Works on macOS and iOS. Pure Swift (Network, CryptoKit, CommonCrypto) with no third-party dependencies.

Calls are async — drive one client from a single task at a time (await each call before the next); the connection is not re-entrant.

Features

  • Discovery of devices on the LAN (UDP broadcast).
  • Cloud key fetch (NetHome Plus) to obtain a device's token/key once.
  • Setup: discover → fetch key → verify → credentials.
  • Local control: power, mode, temperature, fan, eco/turbo/swing, display toggle; reads full state. Persistent connection with cheap polling.

Install (Swift Package Manager)

.package(url: "https://github.com/hafaio/MideaKit", from: "0.0.0")

Usage

import MideaKit

// One-time setup (touches the cloud once). Uses a shared community account by
// default; pass your own NetHome Plus account for reliability:
let credentials = try await Setup.run().first!                              // shared US default
// let credentials = try await Setup.run(cloud: NetHomePlusCloud(region: "DE")).first!
// let credentials = try await Setup.run(cloud: NetHomePlusCloud(account: "you@example.com", password: "pw")).first!

// All local from here — store the credentials (Keychain) and reuse:
let client = MideaClient(credentials: credentials)
let state = try await client.refresh()
if let mode = OperationalMode(rawValue: state.mode) {
    print(state.targetTemperature, mode)  // e.g. 22.0 cool
}

_ = try await client.apply { set in
    set.powerOn = true
    set.targetTemperature = 22
    set.mode = OperationalMode.cool.rawValue
}

For one-off work, withSession builds a client, runs your closure, and disconnects afterwards — even if it throws:

let state = try await MideaClient.withSession(credentials: credentials) { client in
    try await client.apply { $0.targetTemperature = 20 }
}

Manual setup

Setup.run is the high-level path. The same steps are exposed individually if you want to drive setup yourself — discover, fetch the key from the cloud, then connect:

let cloud = NetHomePlusCloud(account: "you@example.com", password: "pw")  // or NetHomePlusCloud(region:)
let session = try await cloud.login()

let device = try Discovery.discover().first!   // a DiscoveredDevice on the LAN (discover() blocks)

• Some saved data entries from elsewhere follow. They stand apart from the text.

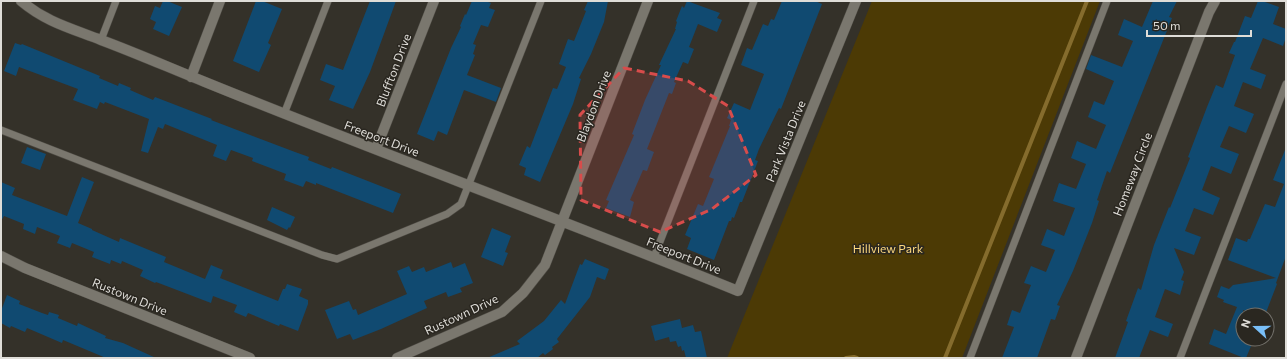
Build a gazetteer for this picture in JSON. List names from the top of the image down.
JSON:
{
  "streets": {
    "street": [
      "Bluffton Drive",
      "Blaydon Drive",
      "Freeport Drive",
      "Park Vista Drive",
      "Homeway Circle",
      "Rustown Drive"
    ]
  },
  "crossings": [
    ["Bluffton Drive", "Freeport Drive"],
    ["Blaydon Drive", "Freeport Drive"],
    ["Blaydon Drive", "Rustown Drive"],
    ["Freeport Drive", "Park Vista Drive"],
    ["Freeport Drive", "Rustown Drive"]
  ],
  "parks": ["Hillview Park"],
  "scale_bar": "50 m",
  "north": "left"
}
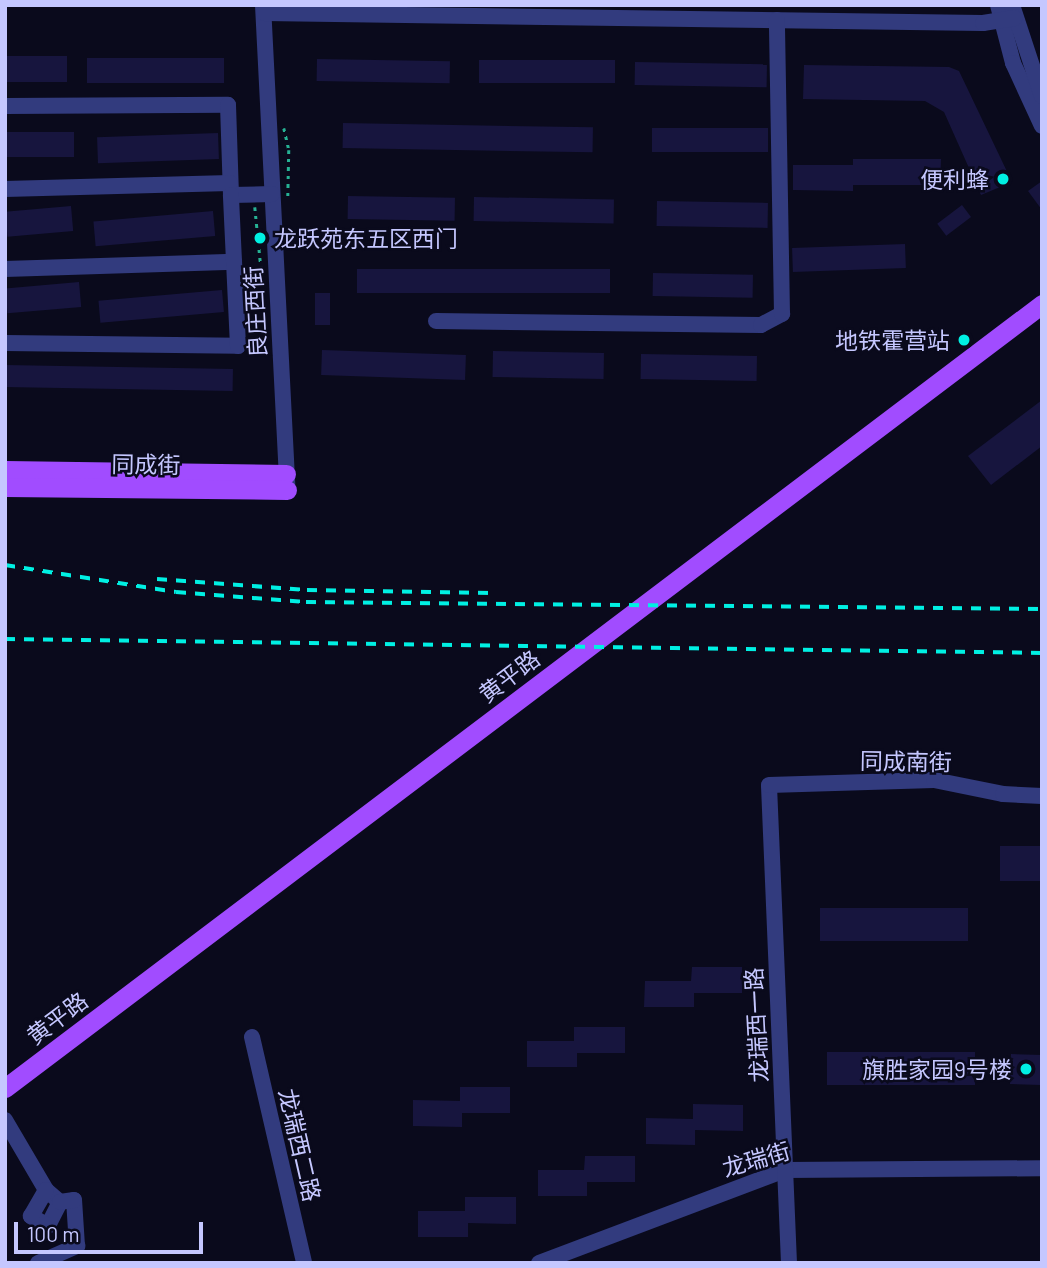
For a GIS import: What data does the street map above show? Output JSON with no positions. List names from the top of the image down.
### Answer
{
  "streets": {
    "main road": ["同成街", "黄平路"],
    "street": [
      "良庄西街",
      "同成南街",
      "龙瑞西一路",
      "龙瑞西二路",
      "龙瑞街"
    ]
  },
  "crossings": [
    ["良庄西街", "同成街"],
    ["同成南街", "龙瑞西一路"],
    ["龙瑞西一路", "龙瑞街"]
  ],
  "places": [
    "便利蜂",
    "龙跃苑东五区西门",
    "地铁霍营站",
    "旗胜家园9号楼"
  ],
  "scale_bar": "100 m"
}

// The cloud keys the token on the udpid; the byte order isn't discoverable, so
// try both and use whichever the cloud answers (see "Token endianness").
var pair: (token: String, key: String)?
for bigEndian in [false, true] {
    let udpid = UDPID.compute(deviceId: device.id, bigEndian: bigEndian)
    if let found = try? await cloud.getToken(session, udpid: udpid) {
        pair = found
        break
    }
}

let client = MideaClient(credentials: DeviceCredentials(
    name: device.name, id: device.id, ip: device.ip, port: device.port,
    version: device.version, token: pair!.token, key: pair!.key,
    serialNumber: device.serialNumber))
print(try await client.refresh().targetTemperature)

iOS

Discovery sends UDP broadcasts, which on iOS require the Local Network privacy permission: add an NSLocalNetworkUsageDescription string to your Info.plist, and the first discovery triggers the system prompt. Sending to broadcast addresses may also require the multicast networking entitlement. Local control of an already-known device (via stored DeviceCredentials) is a normal TCP connection and needs neither.

Design notes

Post-authentication warm-up

A freshly authenticated version-3 device drops or ignores queries sent in the first moment after the handshake. After a brief (~200 ms) floor, MideaClient sends one throwaway getState probe and proceeds the instant its reply lands. The reply is read with the normal timeout and fully consumed, so a slow unit's late answer can't linger in the buffer and desync every later request from its response. getState is idempotent, so the probe is harmless; if the device never answers, the read times out and the first real call surfaces the failure. Version-2 devices have no handshake, so they skip the warm-up entirely.

Concurrency

MideaClient owns one stateful connection, so interleaving calls on a single client would corrupt the stream. It does not serialize internally — drive one client from a single task at a time, awaiting each call before the next. A connection dropped while idle is re-established automatically, and only transport-level errors are retried (protocol, auth, and timeout errors surface immediately). The cloud client, by contrast, is stateless after login() and fully Sendable, so Setup provisions all discovered devices concurrently.

Token endianness

The cloud stores a device's token/key under a udpid derived from its device id. The official app computed that udpid using a particular byte order of the id when it registered the device, and that order varies across firmware/app versions. Nothing in the device's discovery reply or the cloud API reports which order was used, so it can't be computed or detected locally — the only signal is the cloud itself. So setup computes both candidates and calls getToken for each; whichever returns a token is correct. Hence Setup (and the manual example) try little-endian, then big-endian.

Device ids and JSON

Device ids arrive as raw bytes from UDP discovery (6 bytes, ≤ 2^48), never from JSON, and the cloud JSON carries only strings — so the JSON number representation never affects them.

Cross-validation

Tests/MideaKitTests/vectors.json was generated from the canonical Python reference (msmart-ng); the tests assert MideaKit's framing, CRC, command encodings, and state parsing match it.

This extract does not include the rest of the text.